Segment Start: Given entries

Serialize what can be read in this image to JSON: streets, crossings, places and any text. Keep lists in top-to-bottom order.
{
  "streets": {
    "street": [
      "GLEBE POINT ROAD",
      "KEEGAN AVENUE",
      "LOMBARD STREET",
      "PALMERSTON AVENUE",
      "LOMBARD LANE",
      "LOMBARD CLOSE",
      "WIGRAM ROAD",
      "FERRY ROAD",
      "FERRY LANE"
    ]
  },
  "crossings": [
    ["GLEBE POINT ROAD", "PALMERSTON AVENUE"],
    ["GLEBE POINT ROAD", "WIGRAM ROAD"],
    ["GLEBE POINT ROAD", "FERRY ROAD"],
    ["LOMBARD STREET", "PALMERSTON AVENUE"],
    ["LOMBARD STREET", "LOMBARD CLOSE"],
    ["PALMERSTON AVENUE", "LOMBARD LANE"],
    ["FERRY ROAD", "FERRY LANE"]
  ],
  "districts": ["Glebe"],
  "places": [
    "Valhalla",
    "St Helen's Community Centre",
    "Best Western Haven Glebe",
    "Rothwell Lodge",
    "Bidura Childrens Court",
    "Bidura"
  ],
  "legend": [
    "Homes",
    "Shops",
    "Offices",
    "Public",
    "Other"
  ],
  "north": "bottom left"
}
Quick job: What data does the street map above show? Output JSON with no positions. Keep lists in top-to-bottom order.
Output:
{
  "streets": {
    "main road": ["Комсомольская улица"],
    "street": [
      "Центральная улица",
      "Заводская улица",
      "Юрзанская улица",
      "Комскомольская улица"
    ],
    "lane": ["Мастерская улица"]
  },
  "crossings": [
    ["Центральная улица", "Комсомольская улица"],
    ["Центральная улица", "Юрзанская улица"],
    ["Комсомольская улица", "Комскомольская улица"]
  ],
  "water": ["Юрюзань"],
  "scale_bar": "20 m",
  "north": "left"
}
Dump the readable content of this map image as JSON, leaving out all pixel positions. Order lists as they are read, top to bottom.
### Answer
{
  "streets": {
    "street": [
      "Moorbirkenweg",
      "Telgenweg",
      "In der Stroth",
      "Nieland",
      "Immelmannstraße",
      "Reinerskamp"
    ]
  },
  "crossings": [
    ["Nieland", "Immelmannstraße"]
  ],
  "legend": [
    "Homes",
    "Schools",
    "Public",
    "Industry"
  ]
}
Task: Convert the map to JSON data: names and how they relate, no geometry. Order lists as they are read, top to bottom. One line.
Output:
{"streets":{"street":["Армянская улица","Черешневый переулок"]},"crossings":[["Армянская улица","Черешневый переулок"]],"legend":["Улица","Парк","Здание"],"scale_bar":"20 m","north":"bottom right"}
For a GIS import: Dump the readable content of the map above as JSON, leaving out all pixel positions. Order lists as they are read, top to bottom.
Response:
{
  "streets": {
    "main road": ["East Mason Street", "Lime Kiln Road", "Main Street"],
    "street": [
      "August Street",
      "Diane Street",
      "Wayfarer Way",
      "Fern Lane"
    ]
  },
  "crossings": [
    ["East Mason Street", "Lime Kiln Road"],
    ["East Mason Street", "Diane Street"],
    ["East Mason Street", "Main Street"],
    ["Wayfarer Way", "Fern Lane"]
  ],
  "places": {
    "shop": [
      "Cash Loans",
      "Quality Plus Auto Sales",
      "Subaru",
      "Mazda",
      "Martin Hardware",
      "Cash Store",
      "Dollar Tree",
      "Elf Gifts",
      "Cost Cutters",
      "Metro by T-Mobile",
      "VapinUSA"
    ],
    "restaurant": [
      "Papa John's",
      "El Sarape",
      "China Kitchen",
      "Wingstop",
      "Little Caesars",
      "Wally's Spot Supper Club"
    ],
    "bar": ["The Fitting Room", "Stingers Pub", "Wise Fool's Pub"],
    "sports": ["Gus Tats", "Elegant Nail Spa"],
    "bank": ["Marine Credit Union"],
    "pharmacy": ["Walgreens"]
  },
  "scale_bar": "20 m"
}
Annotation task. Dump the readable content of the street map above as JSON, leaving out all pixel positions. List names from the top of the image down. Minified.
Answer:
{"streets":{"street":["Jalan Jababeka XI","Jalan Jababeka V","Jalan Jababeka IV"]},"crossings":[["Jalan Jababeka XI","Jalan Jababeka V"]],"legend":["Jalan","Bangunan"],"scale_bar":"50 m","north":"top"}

Segment End: Given entries

→ **Exercise brief**
Look through the material and find each line that includes "content", then copy it.

→ **Solution for this exercise**
Dump the readable content of this map image as JSON, leaving out all pixel positions. Order lists as they are read, top to bottom.
For a GIS import: Dump the readable content of the map above as JSON, leaving out all pixel positions. Order lists as they are read, top to bottom.
Annotation task. Dump the readable content of the street map above as JSON, leaving out all pixel positions. List names from the top of the image down. Minified.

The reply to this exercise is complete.